巨匠バーンスタインがDG=ドイツ・グラモフォンに遺したマーラー交響曲音源の集成。DGは98年に16枚組のボックスを、05年におなじ内容を三つのボックスで分売しており、そこから歌曲を割愛して11枚にまとめたのがこの箱になる。マーラー生誕150年、バーンスタイン没後20年に合わせて再々リリースとなったわけだが、最初のボックスのおよそ半分の厚み、三分の一というプライスに時代の隔たりを感じる。
バーンスタインによるマーラー演奏は、少なくとも各交響曲で二つのバージョンが公式リリースされている。

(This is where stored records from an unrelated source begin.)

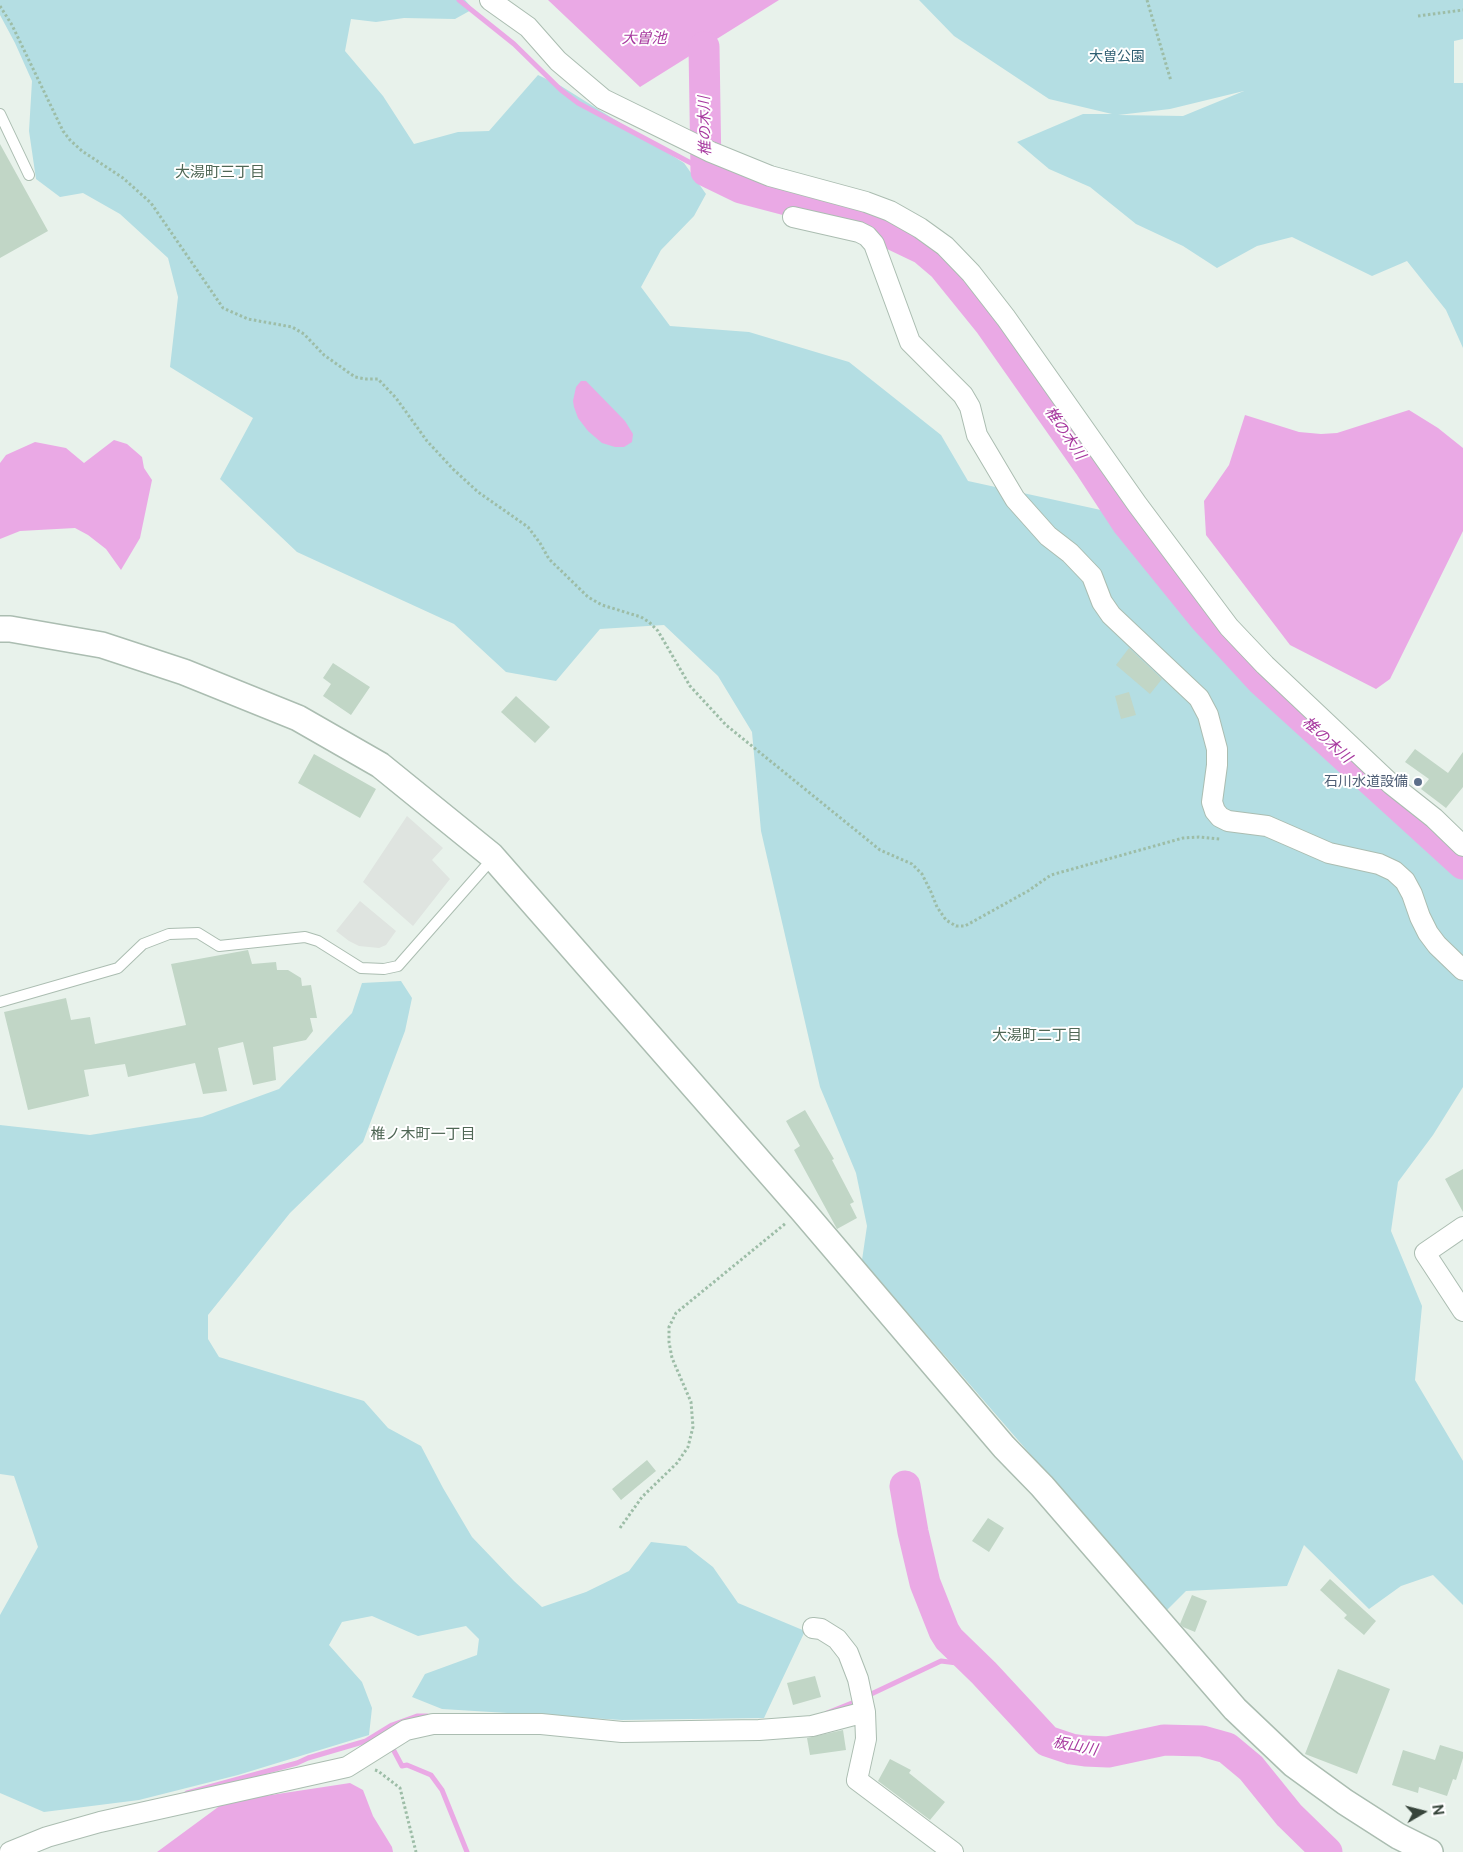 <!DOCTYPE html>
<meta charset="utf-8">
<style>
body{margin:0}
#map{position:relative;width:1463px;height:1852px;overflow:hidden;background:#e8f2eb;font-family:"Public Sans",sans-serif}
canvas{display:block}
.north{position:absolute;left:1398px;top:1787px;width:50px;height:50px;-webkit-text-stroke:4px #fff;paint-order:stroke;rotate:82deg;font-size:14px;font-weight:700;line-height:20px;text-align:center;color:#37453b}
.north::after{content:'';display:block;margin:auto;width:18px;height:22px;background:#37453b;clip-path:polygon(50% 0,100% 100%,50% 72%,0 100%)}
</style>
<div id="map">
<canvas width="1463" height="1852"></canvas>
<div class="north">N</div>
</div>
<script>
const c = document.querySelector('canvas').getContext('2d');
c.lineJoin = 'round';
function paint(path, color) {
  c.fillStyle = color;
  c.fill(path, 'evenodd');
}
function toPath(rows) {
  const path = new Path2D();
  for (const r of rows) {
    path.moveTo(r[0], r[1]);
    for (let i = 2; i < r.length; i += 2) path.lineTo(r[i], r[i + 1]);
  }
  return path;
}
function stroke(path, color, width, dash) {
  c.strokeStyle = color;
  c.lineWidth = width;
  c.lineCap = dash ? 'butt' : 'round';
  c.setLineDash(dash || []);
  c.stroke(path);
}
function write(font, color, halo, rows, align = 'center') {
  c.font = font + ' "Public Sans","Noto Sans JP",sans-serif';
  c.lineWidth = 4;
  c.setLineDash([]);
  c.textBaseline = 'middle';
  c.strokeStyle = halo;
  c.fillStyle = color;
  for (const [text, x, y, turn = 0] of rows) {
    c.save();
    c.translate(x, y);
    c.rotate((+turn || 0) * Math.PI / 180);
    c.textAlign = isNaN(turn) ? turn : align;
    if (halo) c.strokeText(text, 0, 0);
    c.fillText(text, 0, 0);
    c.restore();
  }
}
paint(toPath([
 [0,0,465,0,473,9,455,19,404,18,376,22,351,19,345,51,383,96,414,144,458,132,489,131,538,75,561,86,684,163,706,194,694,216,661,250,641,287,670,326,749,332,849,362,941,435,968,481,1110,512,1267,696,1372,796,1439,852,1463,878,1463,1087,1433,1135,1398,1182,1391,1231,1422,1306,1415,1380,1463,1461,1463,1605,1433,1575,1401,1586,1369,1609,1304,1545,1287,1586,1186,1591,1166,1611,862,1260,867,1226,856,1173,820,1087,761,831,752,732,718,676,664,625,600,629,556,681,506,672,454,624,297,552,220,479,253,418,170,367,178,297,168,258,120,214,83,193,60,197,36,179,29,131,32,81,15,43,0,15],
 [919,0,1463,0,1463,39,1454,41,1454,83,1463,83,1463,348,1446,310,1407,261,1372,276,1292,237,1257,246,1217,268,1183,246,1136,224,1090,187,1049,169,1017,142,1083,114,1112,114,1049,99,954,36],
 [1244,91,1183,116,1118,115,1170,109],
 [401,981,412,998,405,1031,363,1142,290,1213,208,1315,208,1339,219,1357,364,1401,388,1428,421,1446,443,1488,472,1537,514,1581,542,1607,586,1592,629,1571,651,1542,686,1546,713,1567,738,1603,805,1631,764,1718,622,1720,442,1709,412,1697,425,1674,477,1655,479,1639,466,1626,418,1636,372,1616,342,1622,329,1645,362,1682,372,1708,369,1735,238,1775,139,1800,44,1812,0,1793,0,1615,38,1547,14,1476,0,1474,0,1125,90,1135,202,1117,279,1089,352,1013,362,983]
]), '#b4dee3');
paint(toPath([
 [407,816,443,848,432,860,450,879,413,926,363,882],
 [360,901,396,931,386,945,379,948,359,946,349,941,336,931]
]), '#dfe4e0');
paint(toPath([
 [548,0,779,0,640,87],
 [581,381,586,381,625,421,633,434,632,442,624,447,615,447,602,443,588,431,578,418,574,407,573,401,576,387],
 [1409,410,1438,428,1463,448,1463,531,1390,679,1376,689,1290,645,1206,535,1204,501,1229,465,1245,415,1299,432,1321,434,1337,433],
 [114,440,127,444,142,457,144,468,152,480,140,538,121,570,106,549,88,535,75,528,20,531,0,539,0,463,6,455,35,442,66,448,84,463],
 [350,1783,363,1790,373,1816,392,1847,393,1852,157,1852,225,1802]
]), '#eaa9e5');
stroke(toPath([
 [459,0,514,44,561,90,578,103,706,171],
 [867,1696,941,1661,957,1663,970,1667,998,1690],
 [827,1713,857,1701],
 [393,1749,402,1766,407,1765,431,1775,442,1790,467,1852],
 [187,1793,297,1763,308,1758,366,1741,392,1725,417,1716,427,1716]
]), '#eaa9e5', 5);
stroke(toPath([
 [704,47,706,171,741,188,840,214,877,227,923,249,943,266,990,324,1089,465,1127,523,1204,618,1261,680,1463,864],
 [905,1486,913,1532,925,1583,944,1631,949,1639,984,1673,1047,1741,1071,1749,1085,1751,1108,1752,1164,1740,1202,1741,1227,1748,1251,1768,1289,1815,1327,1852]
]), '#eaa9e5', 31);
paint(toPath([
 [0,144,48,231,0,258],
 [1129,648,1162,679,1150,694,1116,665],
 [333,663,370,687,351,715,323,696,331,684,323,678],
 [1129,692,1136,715,1121,719,1115,696],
 [516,696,550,727,535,743,501,712],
 [1415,749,1448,773,1463,752,1463,787,1446,808,1421,789,1429,779,1405,762],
 [314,754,376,789,360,818,298,783],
 [248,950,252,964,276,962,277,970,288,970,301,978,302,986,311,985,317,1018,310,1018,313,1031,306,1040,273,1047,276,1080,253,1085,243,1042,218,1048,227,1091,203,1094,195,1063,128,1077,125,1064,84,1070,89,1096,28,1110,4,1012,66,998,71,1020,90,1017,95,1044,186,1025,171,964],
 [805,1110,834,1159,832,1160,854,1202,850,1204,857,1218,837,1229,794,1150,800,1146,786,1121],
 [1463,1169,1463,1212,1445,1179],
 [647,1460,656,1471,621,1500,612,1489],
 [988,1518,1004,1528,989,1552,972,1541],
 [1330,1579,1376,1621,1364,1635,1344,1618,1347,1615,1320,1590],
 [1192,1595,1207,1601,1195,1632,1183,1627,1180,1624],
 [1338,1669,1390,1689,1357,1774,1305,1754],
 [815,1676,821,1697,793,1705,787,1683],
 [843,1730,846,1750,810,1755,807,1738],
 [1440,1745,1463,1752,1463,1758,1456,1780,1453,1779,1447,1796,1419,1787,1418,1793,1392,1785,1403,1750,1435,1760],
 [890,1759,911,1770,909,1773,945,1802,930,1820,878,1781]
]), '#c1d6c6');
const service = toPath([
 [0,114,29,175],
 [0,1002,118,968,143,944,169,934,198,933,219,946,305,937,318,941,361,968,384,969,398,966,493,858]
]);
const minor = toPath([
 [490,0,528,27,558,61,603,99,711,152,770,176,866,202,890,211,920,228,945,246,971,273,1006,318,1137,504,1229,627,1265,665,1391,784,1434,818,1463,846],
 [793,217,859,232,867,236,874,244,910,342,963,395,970,407,977,435,1015,499,1048,536,1070,553,1092,576,1102,602,1111,615,1199,698,1208,715,1217,749,1217,765,1212,802,1215,811,1220,817,1228,821,1267,826,1329,853,1379,864,1394,871,1405,881,1412,894,1420,917,1428,933,1437,945,1463,970],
 [1463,1227,1425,1253,1463,1311],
 [813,1628,821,1629,837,1639,848,1653,858,1679,865,1712],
 [10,1852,47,1837,100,1822,347,1767,406,1730,433,1724,541,1724,622,1732,759,1730,812,1726,865,1712,866,1739,857,1780,953,1852]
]);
const tertiary = toPath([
 [0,629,10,629,102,645,184,672,298,718,380,765,491,855,802,1210,1004,1447,1042,1486,1235,1709,1294,1765,1345,1802,1398,1836,1430,1852]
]);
stroke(service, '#abbdb1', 12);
stroke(minor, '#abbdb1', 22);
stroke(tertiary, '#abbdb1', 28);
stroke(toPath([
 [1147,0,1171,81],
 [0,6,12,25,63,131,70,140,82,151,123,178,151,203,223,308,248,319,292,327,304,334,324,355,355,377,366,379,378,379,396,398,427,441,453,469,478,492,528,527,540,543,549,559,588,597,602,605,641,617,649,622,658,631,690,686,726,725,880,850,912,864,922,874,931,892,937,907,946,920,956,926,965,926,1028,891,1051,875,1183,838,1199,837,1220,839],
 [1418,16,1463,10],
 [620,1528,642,1497,677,1463,688,1447,693,1427,691,1402,672,1358,669,1342,669,1327,676,1313,786,1223],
 [375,1770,378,1771,400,1788,416,1852]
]), '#9dbda7', 3, [2.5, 2.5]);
stroke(service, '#fff', 10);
stroke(minor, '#fff', 20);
stroke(tertiary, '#fff', 25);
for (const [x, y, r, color] of [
 [1418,782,5,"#5c6f8a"]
]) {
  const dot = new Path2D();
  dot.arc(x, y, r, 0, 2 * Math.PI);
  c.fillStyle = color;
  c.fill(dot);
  stroke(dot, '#fff', 2);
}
write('14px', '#2f5f72', '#fff', [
 ["大曽公園",1117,57]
]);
write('14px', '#4e5e75', '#fff', [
 ["石川水道設備",1408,782]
], 'right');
write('italic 15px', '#a7399f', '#fff', [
 ["大曽池",644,38],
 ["椎の木川",705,126,-91],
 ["椎の木川",1065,433,56],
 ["椎の木川",1327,740,42],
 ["板山川",1075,1746,11]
]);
write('15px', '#4f6755', '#fff', [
 ["大湯町三丁目",220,172],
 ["大湯町二丁目",1037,1035],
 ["椎ノ木町一丁目",423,1134]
]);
</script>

CBSコロムビア(現ソニークラシカル)時代、およびDGにそれぞれ一種である。アナログ盤時代からそれぞれの演奏に親しんだ耳には、このDG盤の「刷り込み」がもっとも強く、それはDG音源が欧州のオケ主体だからかもしれない。もちろん本作にも含まれるNYPとの共演も名演ぞろいなのだが。
録音は8番と10番(アダージョのみ)が70年代の、他の楽曲はすべて80年代の収録で、バーンスタイン晩年の録音が大半を占める。どの楽曲もむせ返るように濃厚で、世紀末の退廃に満ちている。あまりに分かり易く、また時に劇画調の過剰さも感じるが、それもバーンスタインならでは。齢を重ねても枯れることが無かった巨匠の「マーラー表現の変遷」を、CBS音源との比較で辿るのも面白い。
全体を通しての演奏水準も高く、これに比肩しうるのは、おそらくショルティ/シカゴ響とテンシュテット/LPOくらいだろうか。オケを換えながらこの水準を維持したのは、バーンスタインただ独りかもしれない。
なお全10曲中、CD1枚に収まっているのは4曲(実質は3曲)のみ。他はすべて2枚にまたがっている。これは長尺演奏が多いバーンスタインならではで、他の既発ボックスでも同様。ノンストップでの鑑賞にはハードディスクを活用するしかない。
それにしても、ここに収められた音源、特に5番などは、今までに何枚買ったことか。そろそろ打ち止めにしたいと思いつつ、新しい体裁で出るとまた買って(買わされて)しまう。我ながら困ったものである。